Plan panel against further easing of retail FDI norms

The government’s proposal to further tweak foreign direct investment (FDI) norms in retail sector to attract foreign investors has drawn flak from the Planning Commission, which said the move will weaken domestic small industries while damaging job opportunities for local people.

The commission has argued that the lukewarm response to the relaxations in rules, on the other hand, will enhance the bargaining power of the overseas investors, who will wait for more diluted norms before investing in the country.

“Diluting policies after being embarrassed that one year down the line there is no investment, so relaxing the policies further. This attempt to please foreign investors will make them stronger and they will wait and watch for more relaxed norms. But, it will damage our own small-scale industries and farmers,” a senior Planning Commission official told Deccan Herald.

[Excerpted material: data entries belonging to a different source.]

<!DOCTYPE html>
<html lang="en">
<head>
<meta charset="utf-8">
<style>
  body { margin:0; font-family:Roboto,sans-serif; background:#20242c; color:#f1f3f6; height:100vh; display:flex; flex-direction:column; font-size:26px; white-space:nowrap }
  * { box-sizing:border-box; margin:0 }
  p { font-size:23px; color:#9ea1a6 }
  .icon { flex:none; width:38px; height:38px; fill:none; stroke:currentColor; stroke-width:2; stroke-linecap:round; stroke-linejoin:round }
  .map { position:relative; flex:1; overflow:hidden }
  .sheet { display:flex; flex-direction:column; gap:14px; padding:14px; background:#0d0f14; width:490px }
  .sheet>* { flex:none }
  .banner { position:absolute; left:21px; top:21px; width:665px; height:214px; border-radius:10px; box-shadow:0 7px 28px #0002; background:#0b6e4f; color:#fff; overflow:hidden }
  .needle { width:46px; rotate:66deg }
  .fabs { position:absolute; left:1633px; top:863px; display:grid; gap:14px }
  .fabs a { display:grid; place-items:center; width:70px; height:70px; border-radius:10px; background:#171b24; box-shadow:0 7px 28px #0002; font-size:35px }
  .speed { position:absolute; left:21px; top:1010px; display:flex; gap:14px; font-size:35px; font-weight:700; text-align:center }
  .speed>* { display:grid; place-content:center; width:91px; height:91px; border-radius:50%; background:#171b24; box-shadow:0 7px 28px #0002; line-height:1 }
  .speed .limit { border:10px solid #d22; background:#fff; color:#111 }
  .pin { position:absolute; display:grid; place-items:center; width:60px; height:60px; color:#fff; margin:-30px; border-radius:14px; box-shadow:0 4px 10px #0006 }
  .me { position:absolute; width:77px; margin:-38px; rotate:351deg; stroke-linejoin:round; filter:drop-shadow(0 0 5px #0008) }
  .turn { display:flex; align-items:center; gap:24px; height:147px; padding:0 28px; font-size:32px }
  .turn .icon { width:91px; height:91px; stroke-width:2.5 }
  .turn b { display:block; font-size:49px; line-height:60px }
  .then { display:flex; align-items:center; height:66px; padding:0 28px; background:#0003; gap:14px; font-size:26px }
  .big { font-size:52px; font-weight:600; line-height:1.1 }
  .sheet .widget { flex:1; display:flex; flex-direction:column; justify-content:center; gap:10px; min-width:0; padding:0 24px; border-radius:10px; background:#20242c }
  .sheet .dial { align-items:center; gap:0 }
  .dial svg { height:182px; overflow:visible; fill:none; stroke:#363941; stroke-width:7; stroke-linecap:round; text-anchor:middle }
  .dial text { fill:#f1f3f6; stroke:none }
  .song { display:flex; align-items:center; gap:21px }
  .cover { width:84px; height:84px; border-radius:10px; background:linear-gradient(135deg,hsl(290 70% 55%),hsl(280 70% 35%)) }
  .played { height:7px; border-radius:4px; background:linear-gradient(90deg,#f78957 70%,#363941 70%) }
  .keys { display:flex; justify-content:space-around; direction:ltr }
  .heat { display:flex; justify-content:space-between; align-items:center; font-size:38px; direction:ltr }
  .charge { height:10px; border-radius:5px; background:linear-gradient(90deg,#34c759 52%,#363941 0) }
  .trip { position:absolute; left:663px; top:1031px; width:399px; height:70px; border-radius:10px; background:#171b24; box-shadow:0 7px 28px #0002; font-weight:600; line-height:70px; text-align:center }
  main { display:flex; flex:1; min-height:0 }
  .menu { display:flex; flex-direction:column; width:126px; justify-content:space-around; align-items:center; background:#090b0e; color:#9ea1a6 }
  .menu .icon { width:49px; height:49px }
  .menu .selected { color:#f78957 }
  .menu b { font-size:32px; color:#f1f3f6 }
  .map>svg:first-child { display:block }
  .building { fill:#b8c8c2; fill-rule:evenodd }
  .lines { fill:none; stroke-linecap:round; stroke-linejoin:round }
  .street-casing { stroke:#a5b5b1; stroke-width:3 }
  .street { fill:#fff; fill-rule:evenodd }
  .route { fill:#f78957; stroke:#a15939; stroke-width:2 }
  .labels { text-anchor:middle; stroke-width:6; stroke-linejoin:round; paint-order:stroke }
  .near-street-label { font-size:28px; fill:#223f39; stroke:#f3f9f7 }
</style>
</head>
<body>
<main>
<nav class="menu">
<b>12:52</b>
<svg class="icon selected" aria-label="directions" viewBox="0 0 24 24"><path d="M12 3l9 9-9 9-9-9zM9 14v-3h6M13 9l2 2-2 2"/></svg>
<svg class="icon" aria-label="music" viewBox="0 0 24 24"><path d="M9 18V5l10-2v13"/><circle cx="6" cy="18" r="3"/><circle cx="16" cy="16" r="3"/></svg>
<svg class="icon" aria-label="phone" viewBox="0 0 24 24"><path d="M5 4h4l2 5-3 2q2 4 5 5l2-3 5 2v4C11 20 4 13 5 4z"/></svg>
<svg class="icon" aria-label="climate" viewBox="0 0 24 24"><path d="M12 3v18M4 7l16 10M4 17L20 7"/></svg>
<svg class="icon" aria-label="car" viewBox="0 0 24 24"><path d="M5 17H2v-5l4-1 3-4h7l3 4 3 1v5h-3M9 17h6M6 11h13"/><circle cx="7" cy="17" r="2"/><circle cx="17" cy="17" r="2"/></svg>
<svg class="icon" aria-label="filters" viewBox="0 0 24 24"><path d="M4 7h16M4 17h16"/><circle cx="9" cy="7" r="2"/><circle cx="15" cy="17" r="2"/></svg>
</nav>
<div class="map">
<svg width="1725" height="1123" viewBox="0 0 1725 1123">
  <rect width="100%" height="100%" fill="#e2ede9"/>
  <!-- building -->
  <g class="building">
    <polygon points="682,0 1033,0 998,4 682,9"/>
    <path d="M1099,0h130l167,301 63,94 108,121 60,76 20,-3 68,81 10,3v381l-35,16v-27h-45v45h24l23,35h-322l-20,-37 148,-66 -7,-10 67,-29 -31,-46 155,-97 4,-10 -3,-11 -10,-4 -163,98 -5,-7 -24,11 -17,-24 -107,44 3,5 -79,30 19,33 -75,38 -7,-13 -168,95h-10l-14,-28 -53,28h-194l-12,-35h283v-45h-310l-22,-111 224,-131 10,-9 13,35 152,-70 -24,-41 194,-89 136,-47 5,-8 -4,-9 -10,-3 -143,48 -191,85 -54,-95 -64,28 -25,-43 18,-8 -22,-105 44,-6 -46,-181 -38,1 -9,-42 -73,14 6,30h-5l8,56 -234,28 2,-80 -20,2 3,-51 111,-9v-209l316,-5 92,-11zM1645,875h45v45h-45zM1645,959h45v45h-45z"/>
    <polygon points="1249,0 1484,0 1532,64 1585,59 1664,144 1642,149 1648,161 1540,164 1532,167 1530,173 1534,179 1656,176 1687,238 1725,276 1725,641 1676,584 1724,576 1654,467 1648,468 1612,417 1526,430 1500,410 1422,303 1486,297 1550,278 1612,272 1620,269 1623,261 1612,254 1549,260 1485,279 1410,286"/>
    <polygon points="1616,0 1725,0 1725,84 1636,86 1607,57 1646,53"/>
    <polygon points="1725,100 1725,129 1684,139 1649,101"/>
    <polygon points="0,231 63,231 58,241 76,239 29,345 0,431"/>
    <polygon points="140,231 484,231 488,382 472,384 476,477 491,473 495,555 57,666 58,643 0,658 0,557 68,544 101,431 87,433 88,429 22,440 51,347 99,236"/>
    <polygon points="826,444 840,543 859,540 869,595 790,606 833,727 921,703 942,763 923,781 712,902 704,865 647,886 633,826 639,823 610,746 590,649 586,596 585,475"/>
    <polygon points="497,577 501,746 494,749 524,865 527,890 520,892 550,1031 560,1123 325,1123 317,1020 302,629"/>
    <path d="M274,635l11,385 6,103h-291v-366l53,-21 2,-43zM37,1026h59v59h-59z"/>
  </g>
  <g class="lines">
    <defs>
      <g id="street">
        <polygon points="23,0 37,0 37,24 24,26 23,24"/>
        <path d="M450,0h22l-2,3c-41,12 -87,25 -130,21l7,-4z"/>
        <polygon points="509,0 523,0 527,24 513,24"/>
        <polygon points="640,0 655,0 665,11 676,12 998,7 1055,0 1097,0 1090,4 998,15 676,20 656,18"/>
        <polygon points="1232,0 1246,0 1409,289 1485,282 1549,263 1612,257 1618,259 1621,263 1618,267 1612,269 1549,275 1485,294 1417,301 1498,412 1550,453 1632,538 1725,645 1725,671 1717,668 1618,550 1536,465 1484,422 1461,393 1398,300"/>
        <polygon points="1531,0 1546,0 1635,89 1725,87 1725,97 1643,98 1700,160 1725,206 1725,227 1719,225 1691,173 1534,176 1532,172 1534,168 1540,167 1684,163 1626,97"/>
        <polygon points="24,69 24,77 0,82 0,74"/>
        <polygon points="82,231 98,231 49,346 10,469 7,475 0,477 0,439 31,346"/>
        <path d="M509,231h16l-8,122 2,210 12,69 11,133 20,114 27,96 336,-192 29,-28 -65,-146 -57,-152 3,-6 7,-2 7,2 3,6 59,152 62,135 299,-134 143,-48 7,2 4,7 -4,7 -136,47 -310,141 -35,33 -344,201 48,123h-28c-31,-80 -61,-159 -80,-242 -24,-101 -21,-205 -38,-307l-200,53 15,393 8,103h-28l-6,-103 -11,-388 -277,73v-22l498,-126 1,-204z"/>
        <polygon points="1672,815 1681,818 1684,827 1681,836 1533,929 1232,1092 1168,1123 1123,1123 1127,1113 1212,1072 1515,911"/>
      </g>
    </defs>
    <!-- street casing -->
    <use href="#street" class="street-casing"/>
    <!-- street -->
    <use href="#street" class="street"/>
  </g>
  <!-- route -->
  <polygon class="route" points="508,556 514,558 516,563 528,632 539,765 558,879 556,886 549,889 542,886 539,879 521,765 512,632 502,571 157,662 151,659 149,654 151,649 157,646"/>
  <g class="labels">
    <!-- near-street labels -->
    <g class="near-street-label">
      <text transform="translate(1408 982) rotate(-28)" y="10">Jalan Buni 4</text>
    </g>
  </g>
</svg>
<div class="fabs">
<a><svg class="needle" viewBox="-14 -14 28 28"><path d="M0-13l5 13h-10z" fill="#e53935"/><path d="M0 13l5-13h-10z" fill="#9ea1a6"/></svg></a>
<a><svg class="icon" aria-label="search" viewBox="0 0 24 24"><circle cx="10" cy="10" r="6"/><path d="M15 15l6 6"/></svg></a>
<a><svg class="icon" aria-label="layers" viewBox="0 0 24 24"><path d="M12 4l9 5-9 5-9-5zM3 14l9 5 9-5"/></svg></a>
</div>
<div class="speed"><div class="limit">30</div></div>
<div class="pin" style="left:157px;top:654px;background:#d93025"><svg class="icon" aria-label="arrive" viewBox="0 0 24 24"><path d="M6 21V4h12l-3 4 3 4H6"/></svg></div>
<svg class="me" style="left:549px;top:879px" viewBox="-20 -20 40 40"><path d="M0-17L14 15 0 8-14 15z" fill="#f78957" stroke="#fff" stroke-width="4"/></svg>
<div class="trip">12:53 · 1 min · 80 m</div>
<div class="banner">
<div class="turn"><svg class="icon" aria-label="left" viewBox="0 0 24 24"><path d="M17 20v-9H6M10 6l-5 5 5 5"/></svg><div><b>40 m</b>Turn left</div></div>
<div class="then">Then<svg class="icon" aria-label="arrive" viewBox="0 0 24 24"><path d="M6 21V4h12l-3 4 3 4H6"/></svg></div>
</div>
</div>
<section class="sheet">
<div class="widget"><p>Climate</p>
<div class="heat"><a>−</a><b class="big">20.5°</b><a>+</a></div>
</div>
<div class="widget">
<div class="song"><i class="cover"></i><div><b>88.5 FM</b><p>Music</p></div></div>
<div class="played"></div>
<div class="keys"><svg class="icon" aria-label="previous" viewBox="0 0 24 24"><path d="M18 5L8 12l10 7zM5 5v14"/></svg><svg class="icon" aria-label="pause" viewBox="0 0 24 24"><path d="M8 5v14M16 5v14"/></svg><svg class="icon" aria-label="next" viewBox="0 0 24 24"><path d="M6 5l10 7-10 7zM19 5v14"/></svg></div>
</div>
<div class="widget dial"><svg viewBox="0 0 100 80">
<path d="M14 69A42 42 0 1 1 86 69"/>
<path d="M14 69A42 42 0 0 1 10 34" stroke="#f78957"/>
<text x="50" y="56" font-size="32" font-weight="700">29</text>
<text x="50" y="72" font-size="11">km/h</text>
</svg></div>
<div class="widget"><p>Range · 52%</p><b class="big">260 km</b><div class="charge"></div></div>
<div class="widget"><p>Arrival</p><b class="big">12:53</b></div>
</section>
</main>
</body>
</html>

The government is considering tweaking FDI norms in retail sector to allow global chains like Walmart, Carrefour and Tesco to open multi-brand stores in cities with population less than one million and also relaxing mandatory investment norms in the back-end infrastructure and sourcing conditions. “If I am relaxing my back-end, I am hampering my local procurement and damaging employment opportunities for our own people,” the official said.

He also attacked the government for lack of consultation with stakeholders before giving shape to policies. “If the stakeholders’ views were taken into consideration before making the retail FDI policy, then we would not have to bring about changes every now and then,” he said.

The government lifted curbs on FDI in multi-brand retail in September 2012, but 11 months down the line, no global retailer has moved so far to file applications with the Foreign Investment Promotion Board (FIPB), a key wing in the finance ministry that vets FDI proposals.

Even the enthusiastic retailers seemed to have backed away. For instance, Walmart, the world's largest retailer, is yet to enter India though it had indicated last September that it would start moving into India within 45 days.

Complex FDI rules, including stiff entry norms, have barred foreign investors from entering the lucrative Indian retail space. So far, only 11 states and union territories, out of 28 states, have agreed to allow foreign investors in multi-brand retail space.

In a meeting with Commerce and Industry Minister Anand Sharma last month, retailers had asked for relaxing the FDI norms in multi-brand segment and also demanded that sourcing rules must be made similar to that of single brand. Since then, the government has started looking into their demands afresh and promised to come out with more clarifications. As per the current policy, 30 per cent of products sold by single brand retailers, where 100 per FDI is allowed, are to be “preferably” sourced from small and medium enterprises (SMEs).